**TASK DESCRIPTION**
Please transcribe the entries below without changing a single character.

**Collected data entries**
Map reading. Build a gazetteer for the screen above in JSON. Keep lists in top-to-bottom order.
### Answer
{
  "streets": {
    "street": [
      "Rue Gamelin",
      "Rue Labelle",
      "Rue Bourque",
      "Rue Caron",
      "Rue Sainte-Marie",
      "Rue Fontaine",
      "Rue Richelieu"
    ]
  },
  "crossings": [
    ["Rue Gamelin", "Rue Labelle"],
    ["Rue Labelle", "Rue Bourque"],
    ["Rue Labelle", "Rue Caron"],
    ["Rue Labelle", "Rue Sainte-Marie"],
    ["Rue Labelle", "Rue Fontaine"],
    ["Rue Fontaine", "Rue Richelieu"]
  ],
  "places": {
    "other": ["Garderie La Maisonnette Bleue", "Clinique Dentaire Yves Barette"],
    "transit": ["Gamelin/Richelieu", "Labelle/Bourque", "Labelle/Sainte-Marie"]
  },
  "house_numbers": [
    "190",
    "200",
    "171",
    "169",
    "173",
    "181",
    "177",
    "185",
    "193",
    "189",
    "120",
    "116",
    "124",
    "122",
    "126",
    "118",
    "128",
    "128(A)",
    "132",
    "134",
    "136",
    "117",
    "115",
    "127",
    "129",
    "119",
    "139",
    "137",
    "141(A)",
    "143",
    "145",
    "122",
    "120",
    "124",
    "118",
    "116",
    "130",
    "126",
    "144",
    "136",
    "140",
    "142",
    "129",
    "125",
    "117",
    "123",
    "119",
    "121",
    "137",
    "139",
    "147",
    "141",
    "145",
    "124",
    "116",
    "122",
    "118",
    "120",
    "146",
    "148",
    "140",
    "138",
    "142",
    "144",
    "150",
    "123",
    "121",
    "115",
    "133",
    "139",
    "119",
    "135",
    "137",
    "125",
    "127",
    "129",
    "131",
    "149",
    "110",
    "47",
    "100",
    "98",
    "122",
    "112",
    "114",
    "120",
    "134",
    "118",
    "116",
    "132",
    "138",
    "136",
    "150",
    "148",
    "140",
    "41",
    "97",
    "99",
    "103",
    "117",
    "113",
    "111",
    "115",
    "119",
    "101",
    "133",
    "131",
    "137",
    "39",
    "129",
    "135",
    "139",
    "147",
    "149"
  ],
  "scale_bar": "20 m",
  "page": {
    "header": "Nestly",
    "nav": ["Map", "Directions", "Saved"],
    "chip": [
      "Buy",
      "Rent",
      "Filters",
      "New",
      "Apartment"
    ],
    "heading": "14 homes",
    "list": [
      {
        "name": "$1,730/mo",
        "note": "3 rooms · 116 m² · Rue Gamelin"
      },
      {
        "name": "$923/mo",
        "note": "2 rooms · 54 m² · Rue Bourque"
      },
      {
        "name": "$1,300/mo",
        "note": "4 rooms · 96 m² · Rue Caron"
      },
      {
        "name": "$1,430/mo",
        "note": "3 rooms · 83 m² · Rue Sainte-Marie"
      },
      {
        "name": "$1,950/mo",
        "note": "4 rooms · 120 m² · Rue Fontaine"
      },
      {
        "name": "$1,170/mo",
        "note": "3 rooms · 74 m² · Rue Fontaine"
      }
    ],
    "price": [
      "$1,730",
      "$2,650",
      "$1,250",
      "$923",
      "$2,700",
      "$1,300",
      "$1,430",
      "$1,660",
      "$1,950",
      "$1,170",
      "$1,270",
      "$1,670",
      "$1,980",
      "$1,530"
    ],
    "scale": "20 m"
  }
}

**FINISHED TASK**
Map reading. Build a gazetteer for the screen above in JSON. Keep lists in top-to-bottom order.
### Answer
{
  "streets": {
    "street": [
      "Rue Gamelin",
      "Rue Labelle",
      "Rue Bourque",
      "Rue Caron",
      "Rue Sainte-Marie",
      "Rue Fontaine",
      "Rue Richelieu"
    ]
  },
  "crossings": [
    ["Rue Gamelin", "Rue Labelle"],
    ["Rue Labelle", "Rue Bourque"],
    ["Rue Labelle", "Rue Caron"],
    ["Rue Labelle", "Rue Sainte-Marie"],
    ["Rue Labelle", "Rue Fontaine"],
    ["Rue Fontaine", "Rue Richelieu"]
  ],
  "places": {
    "other": ["Garderie La Maisonnette Bleue", "Clinique Dentaire Yves Barette"],
    "transit": ["Gamelin/Richelieu", "Labelle/Bourque", "Labelle/Sainte-Marie"]
  },
  "house_numbers": [
    "190",
    "200",
    "171",
    "169",
    "173",
    "181",
    "177",
    "185",
    "193",
    "189",
    "120",
    "116",
    "124",
    "122",
    "126",
    "118",
    "128",
    "128(A)",
    "132",
    "134",
    "136",
    "117",
    "115",
    "127",
    "129",
    "119",
    "139",
    "137",
    "141(A)",
    "143",
    "145",
    "122",
    "120",
    "124",
    "118",
    "116",
    "130",
    "126",
    "144",
    "136",
    "140",
    "142",
    "129",
    "125",
    "117",
    "123",
    "119",
    "121",
    "137",
    "139",
    "147",
    "141",
    "145",
    "124",
    "116",
    "122",
    "118",
    "120",
    "146",
    "148",
    "140",
    "138",
    "142",
    "144",
    "150",
    "123",
    "121",
    "115",
    "133",
    "139",
    "119",
    "135",
    "137",
    "125",
    "127",
    "129",
    "131",
    "149",
    "110",
    "47",
    "100",
    "98",
    "122",
    "112",
    "114",
    "120",
    "134",
    "118",
    "116",
    "132",
    "138",
    "136",
    "150",
    "148",
    "140",
    "41",
    "97",
    "99",
    "103",
    "117",
    "113",
    "111",
    "115",
    "119",
    "101",
    "133",
    "131",
    "137",
    "39",
    "129",
    "135",
    "139",
    "147",
    "149"
  ],
  "scale_bar": "20 m",
  "page": {
    "header": "Nestly",
    "nav": ["Map", "Directions", "Saved"],
    "chip": [
      "Buy",
      "Rent",
      "Filters",
      "New",
      "Apartment"
    ],
    "heading": "14 homes",
    "list": [
      {
        "name": "$1,730/mo",
        "note": "3 rooms · 116 m² · Rue Gamelin"
      },
      {
        "name": "$923/mo",
        "note": "2 rooms · 54 m² · Rue Bourque"
      },
      {
        "name": "$1,300/mo",
        "note": "4 rooms · 96 m² · Rue Caron"
      },
      {
        "name": "$1,430/mo",
        "note": "3 rooms · 83 m² · Rue Sainte-Marie"
      },
      {
        "name": "$1,950/mo",
        "note": "4 rooms · 120 m² · Rue Fontaine"
      },
      {
        "name": "$1,170/mo",
        "note": "3 rooms · 74 m² · Rue Fontaine"
      }
    ],
    "price": [
      "$1,730",
      "$2,650",
      "$1,250",
      "$923",
      "$2,700",
      "$1,300",
      "$1,430",
      "$1,660",
      "$1,950",
      "$1,170",
      "$1,270",
      "$1,670",
      "$1,980",
      "$1,530"
    ],
    "scale": "20 m"
  }
}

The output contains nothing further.